How to complete this task =
Give back only one number: how many lines in the data below contain the word "Jamba".

Entries shown =
---------------
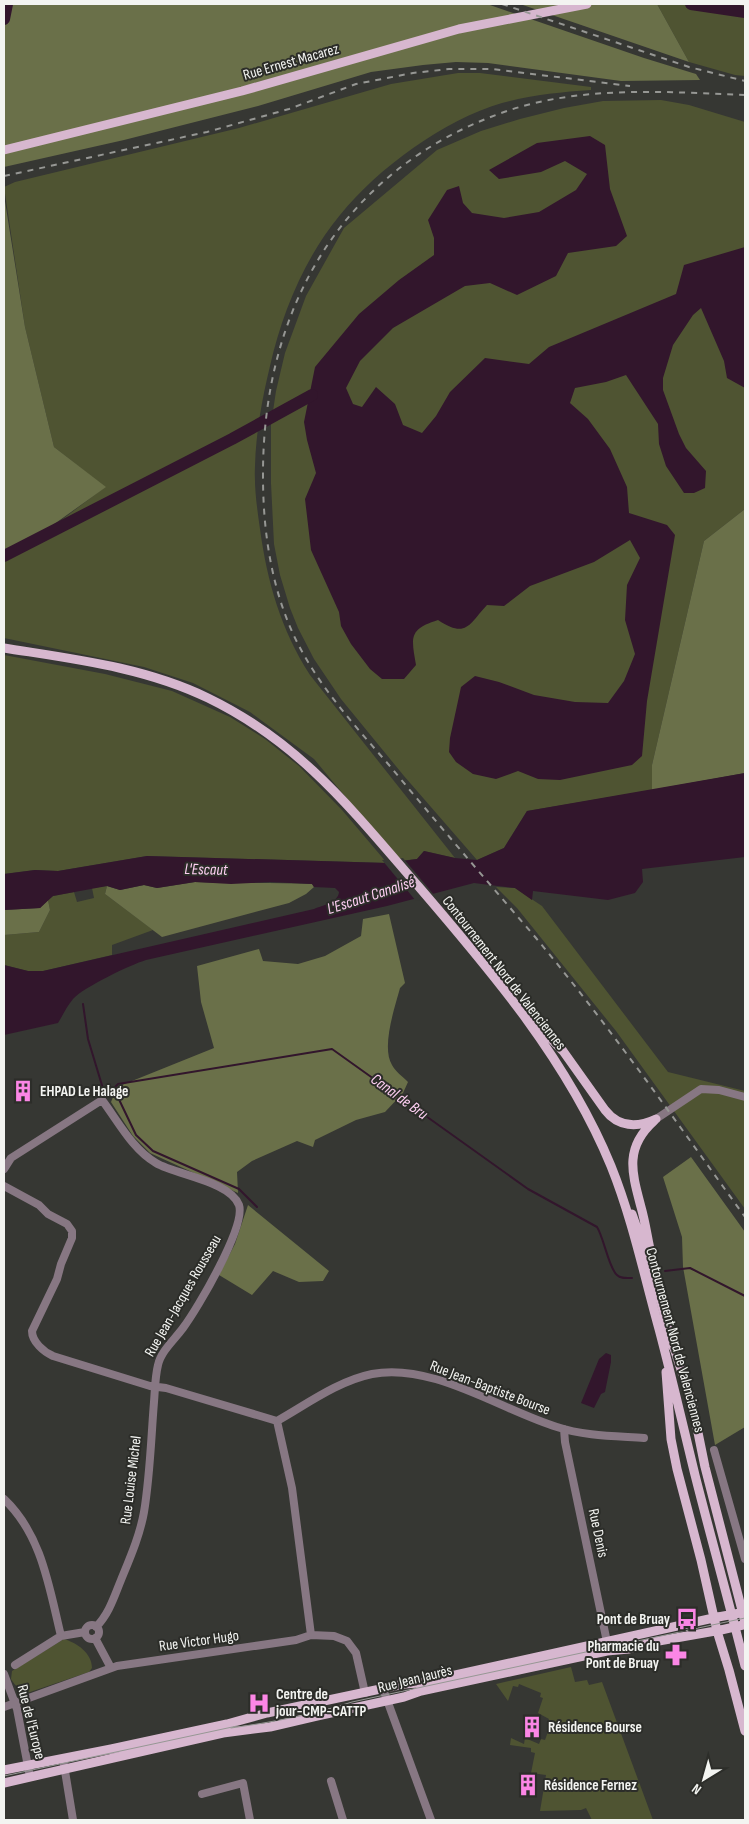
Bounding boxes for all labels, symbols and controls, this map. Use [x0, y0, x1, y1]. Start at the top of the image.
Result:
street label: Rue Ernest Macarez [241, 39, 342, 85]
water label: L'Escaut [184, 860, 229, 880]
water label: L'Escaut Canalisé [325, 873, 417, 919]
street label: Contournement Nord de Valenciennes [438, 892, 570, 1054]
water label: Canal de Bru [367, 1070, 432, 1124]
building icon: EHPAD Le Halage [10, 1078, 36, 1104]
place label: EHPAD Le Halage [40, 1082, 129, 1101]
street label: Rue Jean-Jacques Rousseau [140, 1232, 226, 1360]
street label: Contournement Nord de Valenciennes [641, 1246, 709, 1434]
street label: Rue Jean-Baptiste Bourse [427, 1356, 553, 1420]
street label: Rue Louise Michel [116, 1435, 146, 1525]
street label: Rue Denis [584, 1507, 612, 1559]
bus stop icon: Pont de Bruay [674, 1606, 700, 1632]
place label: Pont de Bruay [597, 1610, 671, 1629]
street label: Rue Victor Hugo [158, 1626, 240, 1656]
place label: Pharmacie du Pont de Bruay [586, 1637, 660, 1673]
pharmacy icon: Pharmacie du Pont de Bruay [663, 1642, 689, 1668]
street label: Rue Jean Jaurès [376, 1661, 454, 1697]
street label: Rue de l'Europe [13, 1683, 49, 1761]
place label: Centre de jour-CMP-CATTP [275, 1685, 366, 1721]
hospital icon: Centre de jour-CMP-CATTP [246, 1690, 272, 1716]
building icon: Résidence Bourse [519, 1714, 545, 1740]
place label: Résidence Bourse [548, 1718, 642, 1737]
north arrow [679, 1754, 729, 1804]
building icon: Résidence Fernez [515, 1772, 541, 1798]
place label: Résidence Fernez [544, 1776, 637, 1795]
text: N [688, 1780, 705, 1798]

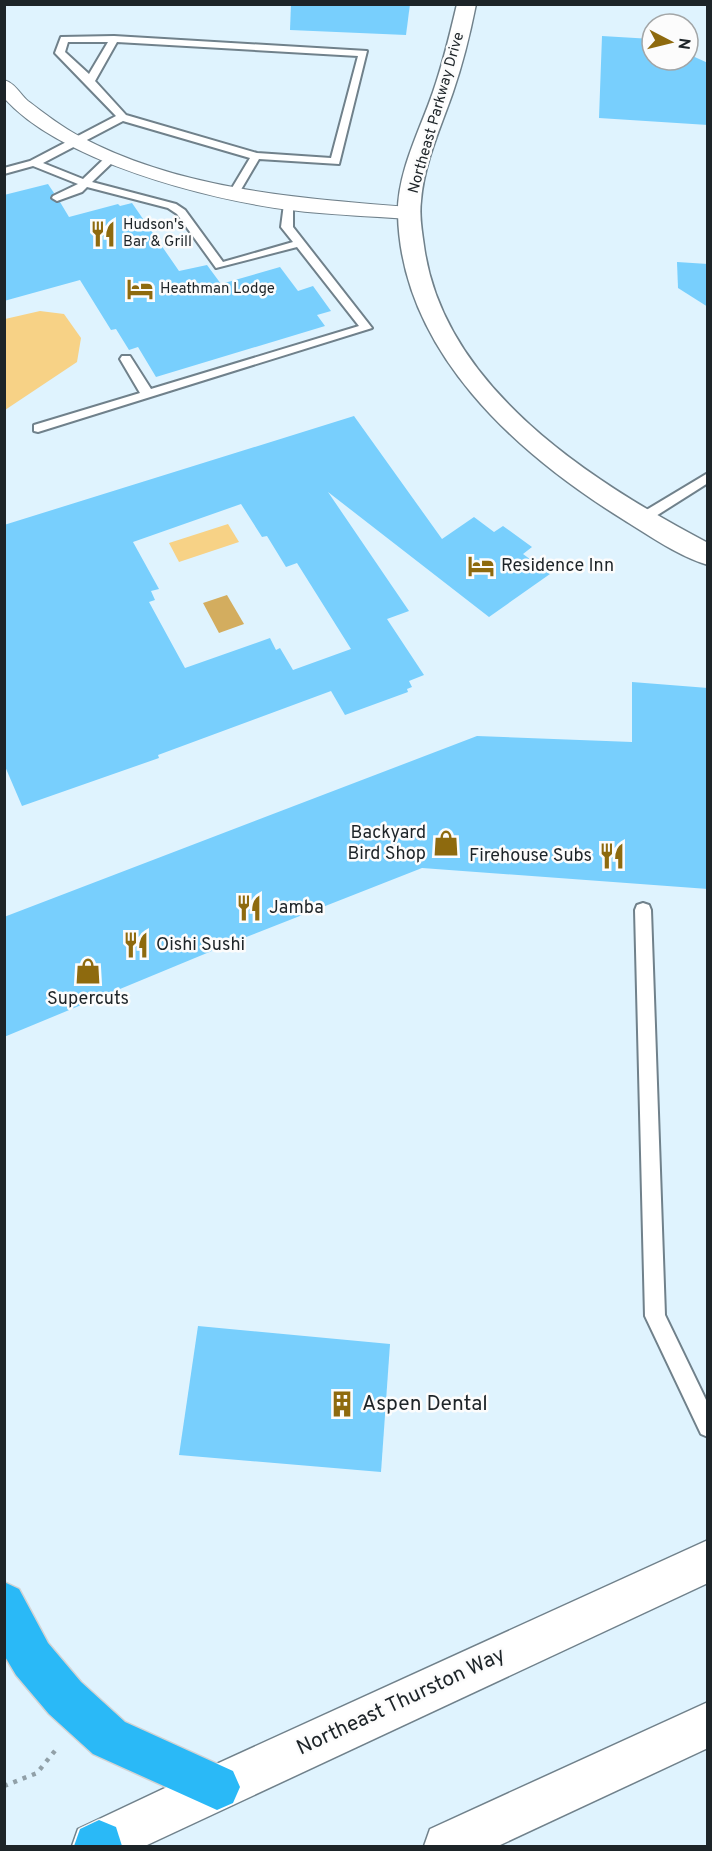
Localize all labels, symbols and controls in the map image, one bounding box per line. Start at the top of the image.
north arrow [640,12,700,72]
street label: Northeast Parkway Drive [405,30,469,196]
text: N [672,37,694,51]
place label: Hudson's Bar & Grill [123,216,192,252]
restaurant icon: Hudson's Bar & Grill [88,219,118,249]
hotel icon: Heathman Lodge [125,274,155,304]
place label: Heathman Lodge [160,280,275,299]
hotel icon: Residence Inn [466,551,496,581]
place label: Residence Inn [501,555,614,578]
place label: Backyard Bird Shop [347,822,426,866]
shop icon: Backyard Bird Shop [431,828,461,858]
restaurant icon: Firehouse Subs [597,841,627,871]
place label: Firehouse Subs [469,845,592,868]
restaurant icon: Jamba [234,893,264,923]
place label: Jamba [269,897,324,920]
restaurant icon: Oishi Sushi [121,930,151,960]
place label: Oishi Sushi [156,934,245,957]
shop icon: Supercuts [73,956,103,986]
place label: Supercuts [47,988,129,1011]
building icon: Aspen Dental [327,1389,357,1419]
place label: Aspen Dental [362,1391,488,1418]
street label: Northeast Thurston Way [292,1642,510,1762]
---------------
Response =
2